Quería destacar este punto, pues fue a partir de los años 2000 que comenzamos a comprender más profundamente la estructura y la dinámica de la red social. Ya disponíamos de muchos insights en ese sentido, pero no teníamos aún un pensamiento organizado al respeto y no podíamos justificar tales avistamientos con una especie de base científica. Por ejemplo, fue recién a partir de 2002 que conseguimos tener una visión más clara de los efectos de la red P2P (peer-to-peer, punto-a-punto, persona-a-persona) sobre el “tamaño del mundo” en términos sociales y no geográfico-poblacionales (“Small World Networks”). Y fue recién a partir de esa comprensión que conseguimos justificar las estrategias de inversión en capital social como incentivos al aumento de la conectividad, estableciendo finalmente un nexo connotativo entre democracia (como una especie de “metabolismo” propio de las redes sociales) y desarrollo (como sinergia entre los diversos tipos de recursos – además de la renta y la riqueza –, con énfasis en un tipo de “capital”, extra-económico, que fue llamado capital social pero que, en el fondo, es, simplemente, la red social).
Sin embargo, eso tampoco es poca cosa. Significa que las teorías del capital social son teorías-puente entre la vieja sociología y las nuevas teorías de las redes sociales. Cuando expresé eso por primera vez, en un seminario científico para un pequeño grupo en un doctorado de la Universidad de Brasilia, no tenía aún las ideas muy claras al respeto y me quedé con miedo de haber desestimulado alumnos que pretendían dedicar sus mejores esfuerzos a las teorías del capital social. Ahora, sin embargo, veo con más nitidez un escenario futuro para el desarrollo de las teorías de las redes sociales con lo que ya no tendrá sentido que haya que apelar al recurso de bautizar a la cooperación ampliada socialmente (que se viabiliza a través de los ‘múltiples caminos’, es decir, de las redes) con el nombre de “capital social” sólo para reforzar su carácter de recurso o factor del desarrollo.

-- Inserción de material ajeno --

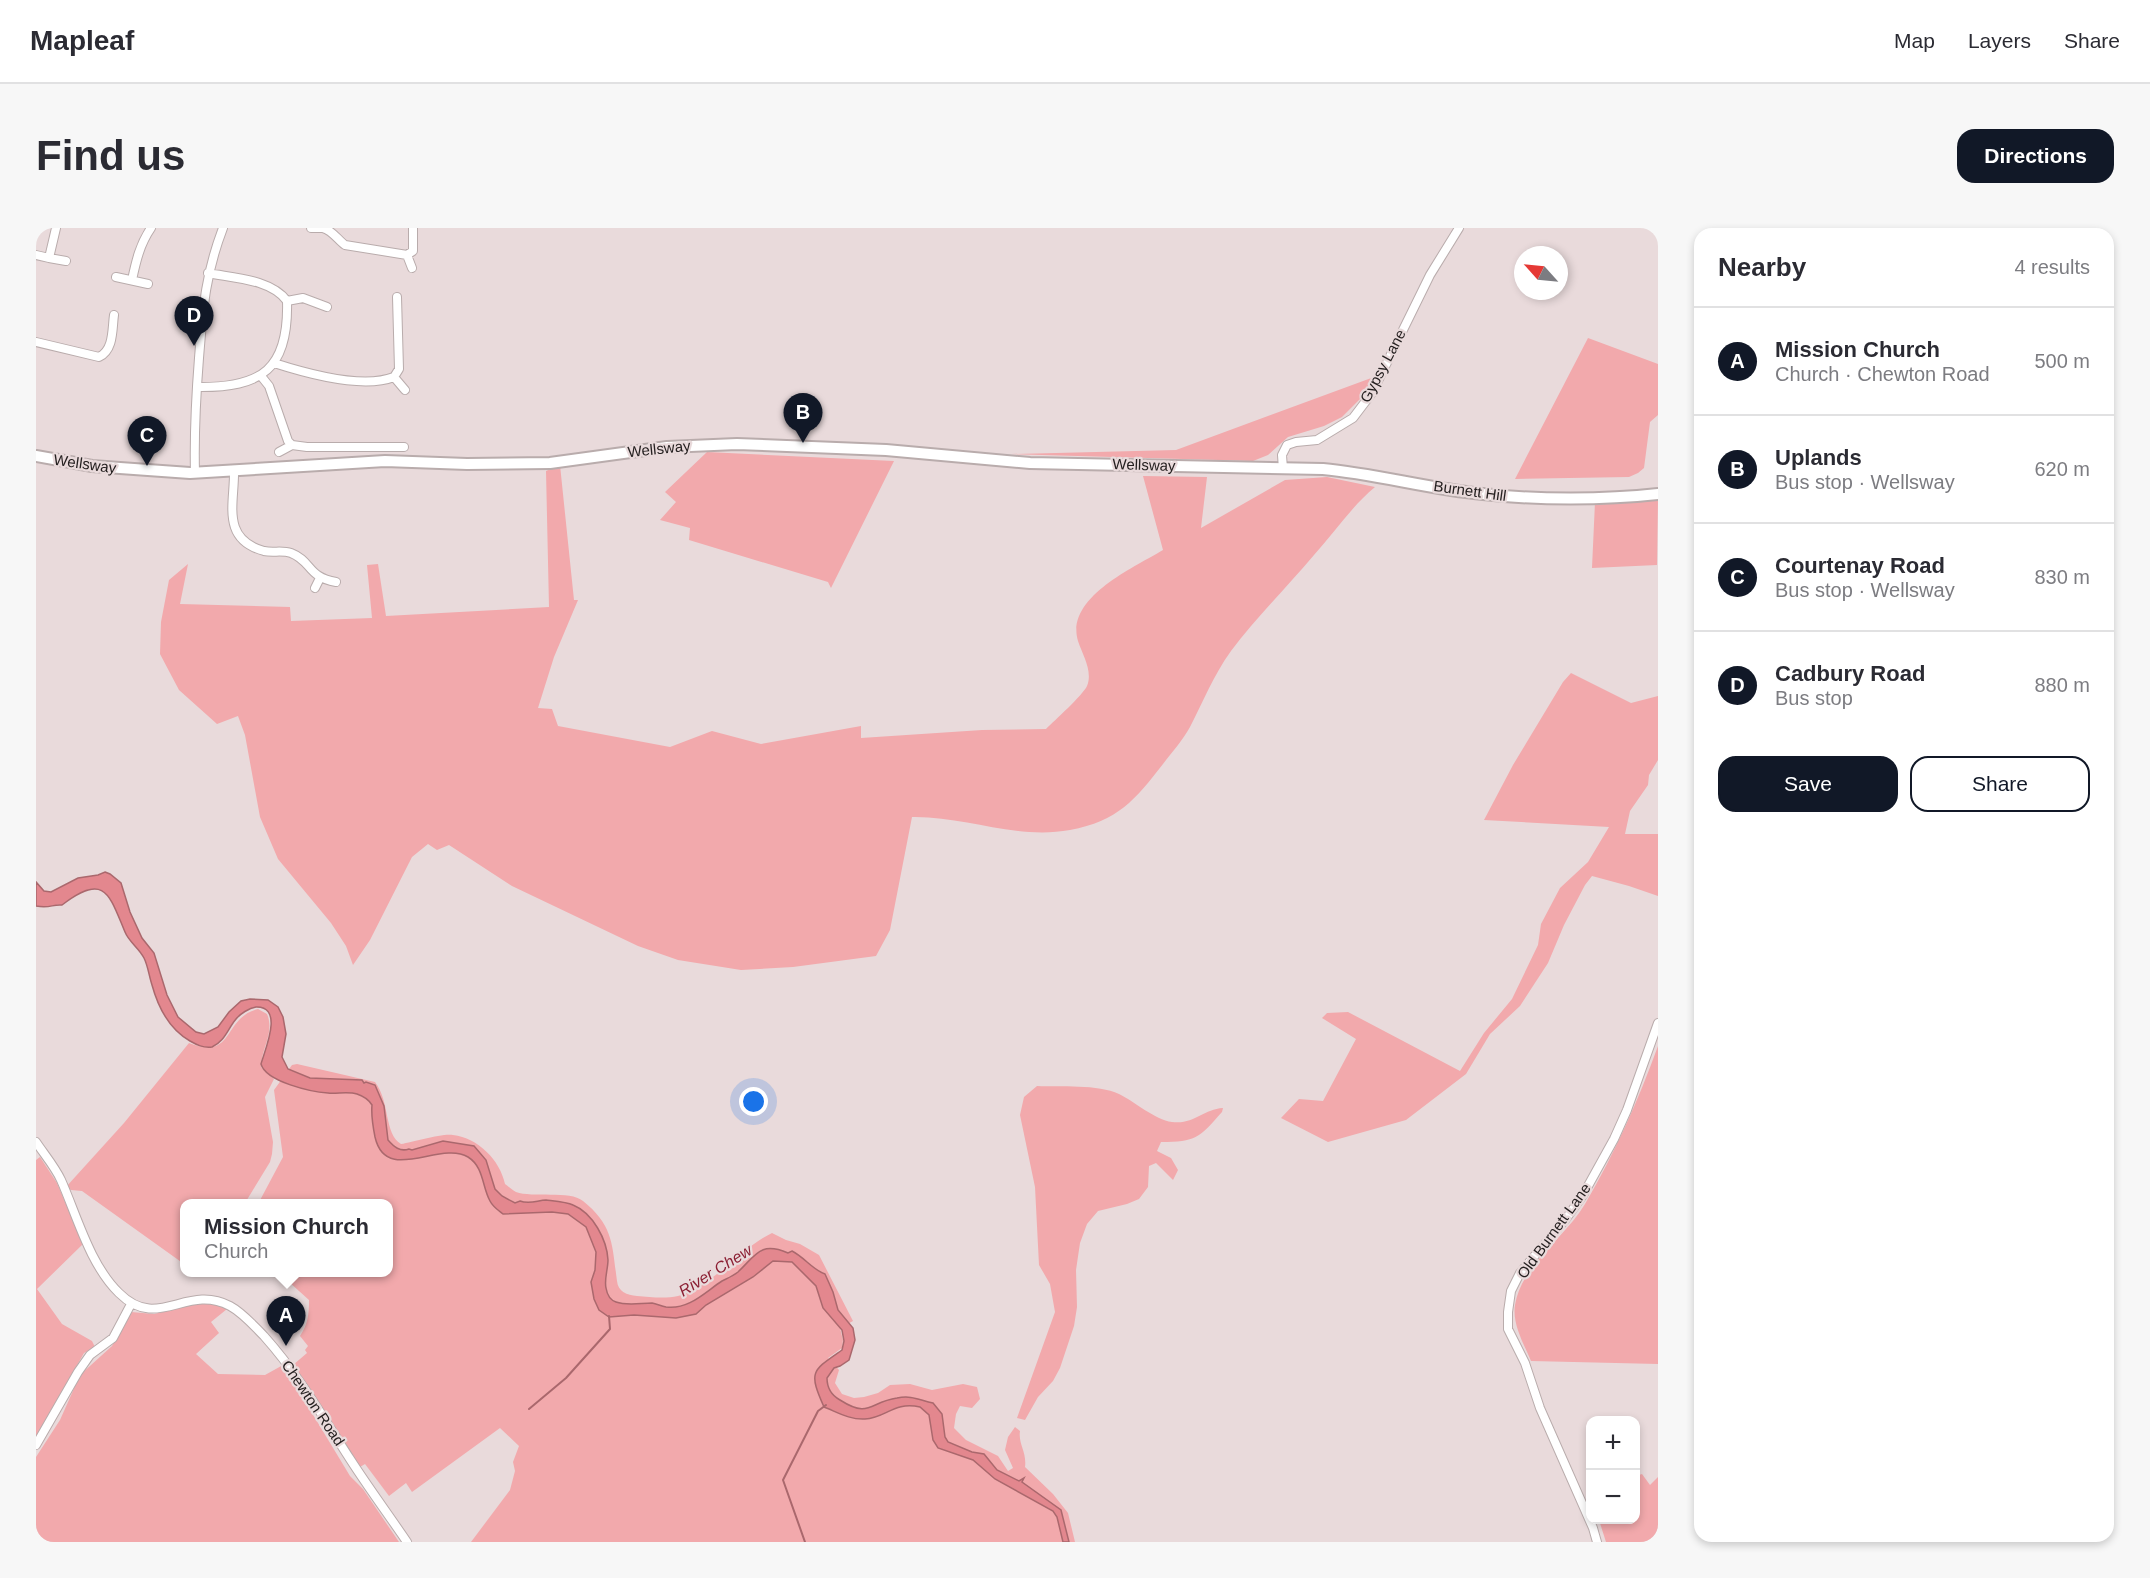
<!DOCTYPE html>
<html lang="en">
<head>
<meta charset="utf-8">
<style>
	:root { --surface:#fff; --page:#f7f7f7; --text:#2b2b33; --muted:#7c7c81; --line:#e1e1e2; --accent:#111827 }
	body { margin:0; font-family:Arial,sans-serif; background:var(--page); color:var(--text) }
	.controls { position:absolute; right:18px; bottom:18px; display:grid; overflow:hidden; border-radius:12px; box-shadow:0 3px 9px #0003 }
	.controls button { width:54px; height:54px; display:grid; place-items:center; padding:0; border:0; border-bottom:2px solid var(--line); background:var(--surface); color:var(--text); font:30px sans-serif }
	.compass { position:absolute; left:1478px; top:18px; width:54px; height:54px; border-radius:50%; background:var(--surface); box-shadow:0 3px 9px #0003; rotate:297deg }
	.you { position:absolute; left:718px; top:874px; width:21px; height:21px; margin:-15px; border:4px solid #fff; border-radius:50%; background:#1a73e8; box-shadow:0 0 0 9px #1a73e833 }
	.badge { display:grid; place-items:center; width:39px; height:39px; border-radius:50%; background:var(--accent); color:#fff; font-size:20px; font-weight:700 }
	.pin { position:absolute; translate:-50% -50px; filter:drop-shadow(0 2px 3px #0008) }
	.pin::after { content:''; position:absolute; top:32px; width:21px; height:18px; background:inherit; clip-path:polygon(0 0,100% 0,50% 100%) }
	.popup { position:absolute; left:144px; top:971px; width:213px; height:78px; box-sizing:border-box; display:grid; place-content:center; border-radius:12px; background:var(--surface); filter:drop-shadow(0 2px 4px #0005); font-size:20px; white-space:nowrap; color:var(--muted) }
	.popup b { font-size:22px; color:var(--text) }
	.popup::after { content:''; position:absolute; left:50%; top:100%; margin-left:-12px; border:12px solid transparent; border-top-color:var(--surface) }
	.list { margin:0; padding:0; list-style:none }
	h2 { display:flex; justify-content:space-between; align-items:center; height:78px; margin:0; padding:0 24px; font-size:26px }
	h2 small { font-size:20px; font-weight:400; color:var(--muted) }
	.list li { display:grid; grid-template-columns:39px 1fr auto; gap:18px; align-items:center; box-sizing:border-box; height:108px; padding:0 24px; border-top:2px solid var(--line) }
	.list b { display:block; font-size:22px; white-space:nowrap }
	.list p { margin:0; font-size:20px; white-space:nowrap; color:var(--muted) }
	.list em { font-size:20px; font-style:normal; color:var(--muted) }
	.actions { display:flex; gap:12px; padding:18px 24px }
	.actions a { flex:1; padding:14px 0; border:2px solid var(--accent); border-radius:18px; text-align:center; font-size:21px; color:var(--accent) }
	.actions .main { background:var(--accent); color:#fff }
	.map { position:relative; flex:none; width:1622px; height:1314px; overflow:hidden; border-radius:18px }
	header { display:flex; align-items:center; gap:36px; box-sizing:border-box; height:84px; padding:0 30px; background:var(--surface); border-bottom:2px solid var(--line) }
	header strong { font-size:28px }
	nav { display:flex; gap:33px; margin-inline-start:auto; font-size:21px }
	.intro { display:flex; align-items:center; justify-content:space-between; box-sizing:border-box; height:144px; padding:0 36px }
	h1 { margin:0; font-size:42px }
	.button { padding:15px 27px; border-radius:18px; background:var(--accent); color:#fff; font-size:21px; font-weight:700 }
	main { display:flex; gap:36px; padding:0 36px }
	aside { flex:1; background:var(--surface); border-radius:18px; box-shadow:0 3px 9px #0003 }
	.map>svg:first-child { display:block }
</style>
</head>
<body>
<header>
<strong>Mapleaf</strong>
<nav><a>Map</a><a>Layers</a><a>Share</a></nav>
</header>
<div class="intro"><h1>Find us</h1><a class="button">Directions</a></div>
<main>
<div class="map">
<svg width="1622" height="1314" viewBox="0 0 1622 1314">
	<rect width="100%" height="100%" fill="#e9dadb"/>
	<path fill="#f2a9ac" d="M1552 110 1622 136V187L1614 194 1608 240 1602 245 1593 249 1479 251Z
		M1338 149 1327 168 1306 189 1288 198 1252 209 1232 227 1217 233 975 226 1140 222Z
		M671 224 858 233 795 360 792 354 653 312 654 300 624 292 640 274 629 264Z
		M524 237 538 372H542L518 429 502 480 516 481 522 498 634 519 676 503 725 516 825 498V510L946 502 1010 501C1018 493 1047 467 1051 458 1057 443 1047 428 1042 413 1029 370 1097 340 1127 322L1107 248 1171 249 1165 300 1249 252 1291 249 1339 259C1316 278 1298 305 1278 327 1251 359 1220 390 1195 423 1177 448 1168 472 1154 499 1147 512 1136 524 1127 536 1099 572 1082 593 1034 602 980 612 930 588 876 589L854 702 840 728 757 739 705 742 642 732 602 718 476 658 413 617 401 622 392 616 376 629 334 712 317 737 310 718 295 695 242 631 224 589 209 507 202 488 181 496 143 462 124 426 125 394 133 352 152 336 144 376 254 379 255 393 336 390 331 337 342 336 350 388 513 379 510 243Z
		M1622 272 1621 337 1556 340 1559 274Z
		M1535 445 1595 475 1622 468V532L1613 547 1612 557 1594 583 1589 606H1622V668L1593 658 1556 648 1549 657 1528 697 1512 735 1484 778 1454 806 1430 846 1370 892 1292 914 1245 890 1263 871 1287 873 1320 811 1286 790 1291 785 1312 784 1424 843 1448 805 1476 771 1502 717 1505 696 1524 660 1552 634 1573 599 1448 592 1477 537 1527 454Z
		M222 781 231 786C239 805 225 821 225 839L238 851 229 869 237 914 236 926 234 934 209 975 148 976V1036L46 963 35 962 30 959 88 895 153 815C199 833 186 790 222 781Z
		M1622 818V1136L1495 1133C1488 1116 1476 1096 1479 1077 1485 1037 1530 1009 1549 976 1579 925 1602 873 1622 818Z
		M261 836 339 854C354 873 348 906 365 916 378 914 406 905 417 907 442 910 464 932 469 956 472 958 476 962 480 964 496 970 534 962 547 973 578 998 576 1017 581 1053 582 1064 591 1067 601 1068 614 1069 629 1071 642 1068 676 1059 703 1021 736 1005L750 1012 764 1016 783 1027 817 1093 804 1100 807 1112 806 1120 792 1130 803 1142 799 1155 806 1166 818 1170 828 1169 842 1165 854 1157 874 1156 896 1162 927 1156 941 1159 944 1171 936 1180 924 1178 920 1186 918 1200 930 1212 962 1228 972 1243 977 1240 969 1222 972 1209 979 1199 984 1203C982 1216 991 1224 989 1239L1017 1266 1032 1285 1039 1314H435L474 1262 479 1243 477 1234 483 1218 464 1200 376 1264 370 1255 353 1268 329 1236 324 1239 257 1137 271 1125 269 1122 272 1118 264 1108C272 1096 273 1086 273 1072L243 1045 352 1044V976H222L247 929 238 862 256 837Z
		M1001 858C1024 859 1062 856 1083 866 1098 873 1119 892 1136 894 1158 897 1167 881 1187 880L1186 884C1163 910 1160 914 1125 914L1121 923 1135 930 1142 942 1137 952 1120 935 1113 938 1112 959 1103 971 1091 976 1062 983 1051 996 1044 1015 1040 1042 1041 1079 1038 1098 1024 1140 1017 1153 1002 1169 989 1192 981 1190 1019 1084 1014 1056 1003 1037 999 959 984 887 988 869Z
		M4 929 21 955 47 1016 1 1061 26 1096 56 1113 59 1119 48 1125 0 1209V932Z
		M163 1075 177 1076 191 1081 175 1094 183 1105 160 1126 182 1146 229 1147 247 1137 314 1248 327 1261 363 1314H0V1229L24 1192 44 1147 76 1118 95 1084 118 1086Z
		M1606 1246 1614 1257 1622 1249V1314H1570L1563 1292H1600V1248Z"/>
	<path fill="#e3878e" stroke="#aa686d" stroke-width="1.5" d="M69 644 74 646 85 655 94 684 106 710 118 725 131 767 142 789 160 804 168 806 182 799 193 784 205 773 214 771 232 772 242 779 247 789 250 806 246 829 252 841 274 850 326 852 328 855 330 854 339 857 348 878 352 912C358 919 364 924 373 921L376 922 407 913 438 918 450 932 459 961 466 968 479 975 484 973C494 977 502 972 510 972 518 973 531 974 537 977 557 985 571 1012 572 1032 572 1041 568 1051 570 1060 571 1066 574 1072 580 1074 591 1078 605 1075 616 1075 621 1076 625 1078 630 1079 653 1082 669 1064 686 1053 692 1050 697 1048 702 1044 720 1027 724 1013 752 1025L756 1023C768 1029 777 1042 789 1046L797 1064 802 1082 817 1100 819 1112 813 1132 804 1138 798 1140 791 1150C791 1160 795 1167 804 1172 834 1191 833 1174 861 1170 876 1167 883 1172 897 1175L906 1186 909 1209 912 1214 936 1224 948 1226 961 1242 983 1253 988 1250 986 1254 1025 1282 1033 1314H1027L1021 1289 1017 1283 959 1251 937 1232 902 1220 897 1212 893 1187 884 1179C858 1173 850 1190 829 1191 814 1192 801 1184 788 1179 772 1143 776 1143 806 1122L808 1113 806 1102 787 1080 780 1058 756 1034 737 1033 717 1049 670 1077 660 1086 640 1090 598 1087 573 1089 563 1082 558 1071 555 1054 559 1042 560 1024 550 999 532 986 516 984 467 986C462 982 457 979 454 973 446 959 448 939 432 929 404 912 350 957 339 909 337 899 335 888 336 877 333 872 327 868 321 866 312 863 301 866 292 865 276 864 230 854 225 836 228 824 249 778 220 779 213 780 204 786 200 791 191 802 189 813 176 819 167 820 161 817 154 813 133 801 122 779 116 757 113 748 112 738 108 730 103 720 93 714 89 704 73 666 69 644 26 677 16 676 14 681 0 678V654L8 663 15 664 42 650 62 647Z"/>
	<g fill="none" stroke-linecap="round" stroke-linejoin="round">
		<path stroke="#aa686d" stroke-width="2" d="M493 1181 530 1150 574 1101 573 1088
			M769 1314 747 1252 782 1183 790 1177"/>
		<defs>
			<path id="street" d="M275 0H286
				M287 0C296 2 302 12 309 17L371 27 377 23V0
				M0 27 13 30 20 0
				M371 27 376 40
				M13 30 30 33
				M80 49 112 56
				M96 52C100 33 104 16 115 0
				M251 73 267 70 291 79
				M0 114 63 129C78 122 76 101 78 87
				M238 135C269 145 327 161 358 149L363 141 361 69
				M225 148 233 158 252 213 256 217 271 219H368
				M358 149 369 162
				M161 159C226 160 253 141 251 73 235 51 197 50 172 45
				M243 224 256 217
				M1247 241 1246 227 1251 217 1260 214 1281 212 1317 190 1336 165 1394 47 1423 0
				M198 242C199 274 184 311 228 323 237 325 246 322 255 325 276 333 271 349 300 354
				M159 245C158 206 160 168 163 130 167 81 169 47 187 0
				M279 360 284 350
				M0 914C8 926 19 939 25 952 41 988 54 1037 83 1065 122 1104 150 1055 194 1078 207 1085 217 1097 228 1108 262 1146 287 1189 314 1231 332 1259 352 1286 371 1314
				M0 1217 42 1144 54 1127 77 1110 95 1076
				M1561 1314 1557 1300 1504 1180 1489 1135 1472 1101V1084L1475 1063 1484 1045 1529 992 1547 967 1578 911 1591 882 1622 795"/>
			<path id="secondary" d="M0 228 56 238 154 245 349 233 431 236 514 235 631 219 701 216 850 222 994 235 1287 241C1341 246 1393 261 1447 266 1501 272 1568 272 1622 266"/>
		</defs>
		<use href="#street" stroke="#b9acac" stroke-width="10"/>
		<use href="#secondary" stroke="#b9acac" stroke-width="14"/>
		<use href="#street" stroke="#fff" stroke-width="8"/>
		<use href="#secondary" stroke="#fff" stroke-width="10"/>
	</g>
	<g text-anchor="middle" stroke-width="4.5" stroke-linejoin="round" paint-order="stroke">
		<g font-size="15" fill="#252020" stroke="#e9dadb">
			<text transform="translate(1347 138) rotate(-62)" y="5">Gypsy Lane</text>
			<text transform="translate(623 221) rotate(-6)" y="5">Wellsway</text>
			<text transform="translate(49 236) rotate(8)" y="5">Wellsway</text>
			<text transform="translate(1108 237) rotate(2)" y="5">Wellsway</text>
			<text transform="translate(1434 263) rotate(8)" y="5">Burnett Hill</text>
			<text transform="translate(1518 1003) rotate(-54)" y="5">Old Burnett Lane</text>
			<text transform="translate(277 1175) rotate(56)" y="5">Chewton Road</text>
		</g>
		<g font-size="16" font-style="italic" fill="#8c2034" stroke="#e9dadb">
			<text transform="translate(679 1042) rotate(-32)" y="6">River Chew</text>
		</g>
	</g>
</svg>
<div class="controls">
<button>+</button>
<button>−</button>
</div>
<svg class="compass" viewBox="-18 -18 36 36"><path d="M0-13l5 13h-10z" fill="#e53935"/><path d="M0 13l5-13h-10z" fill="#7c7c81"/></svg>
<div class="you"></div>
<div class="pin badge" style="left:250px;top:1118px">A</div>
<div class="popup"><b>Mission Church</b>Church</div>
<div class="pin badge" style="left:767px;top:215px">B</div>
<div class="pin badge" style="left:111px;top:238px">C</div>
<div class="pin badge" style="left:158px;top:118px">D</div>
</div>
<aside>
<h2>Nearby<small>4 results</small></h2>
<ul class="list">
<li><span class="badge">A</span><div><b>Mission Church</b><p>Church · Chewton Road</p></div><em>500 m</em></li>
<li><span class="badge">B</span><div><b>Uplands</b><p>Bus stop · Wellsway</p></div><em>620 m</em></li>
<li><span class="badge">C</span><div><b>Courtenay Road</b><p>Bus stop · Wellsway</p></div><em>830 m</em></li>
<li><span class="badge">D</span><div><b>Cadbury Road</b><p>Bus stop</p></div><em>880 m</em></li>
</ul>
<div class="actions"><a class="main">Save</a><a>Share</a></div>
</aside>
</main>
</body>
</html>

El mismo concepto de desarrollo está pasando por transformaciones importantes en esta década. Una nueva visión del desarrollo está emergiendo, que no toma ya esa noción como un producto (y sus condiciones de producción) y sí como un proceso permanente de cambio, de un tipo de cambio congruente con el medio (o sea, a aquel tipo que podría llamarse sustentabilidad). Un proceso que, en el fondo, no es nada más que el aprendizaje colectivo de las comunidades de proyecto y de la afirmación de nuevas identidades en el mundo.
Durante la oscura noche en que estamos viviendo en los primeros años de este siglo he intentado trabajar un poco con esas ideas, haciendo explotaciones imaginativas en el universo de las conexiones ocultas que producen lo que llamamos como ‘social’. Y he trabajado con las ideas de democracia y de radicalización –en el sentido de democratización – de la democracia.
En ese camino fui muy bién asistido por la mente brillante de Humberto Maturana y por dos importantes pensadores de la democracia: Hannah Arendt y John Dewey, que descubrí tardíamente. De cierto modo, este libro es un tributo John Dewey.Notas(1) Franco, Augusto (1985). Autonomia e partido revolucionário. Goiânia: Ferramenta, 1985.
(2) Franco, Augusto (2001). Capital Social: leituras de Tocqueville, Jacobs, Putnam, Fukuyama, Maturana, Castells e Levy. Brasília: Instituto de Política, 2001.
(3) Jacobs, Jane (1961). Morte e vida das grandes cidades. São Paulo: Martins Fontes, 2000.
(4) Utilizo aquí el interesante esquema de Claus Offe; cf. Offe, Claus (1999). “A atual transição da história e algumas opções básicas para as instituições da sociedade”, in Bresser Pereira, L. C., Wilheim, J. e Sola, L. Sociedade e Estado em transformação. Brasília: ENAP, 1999.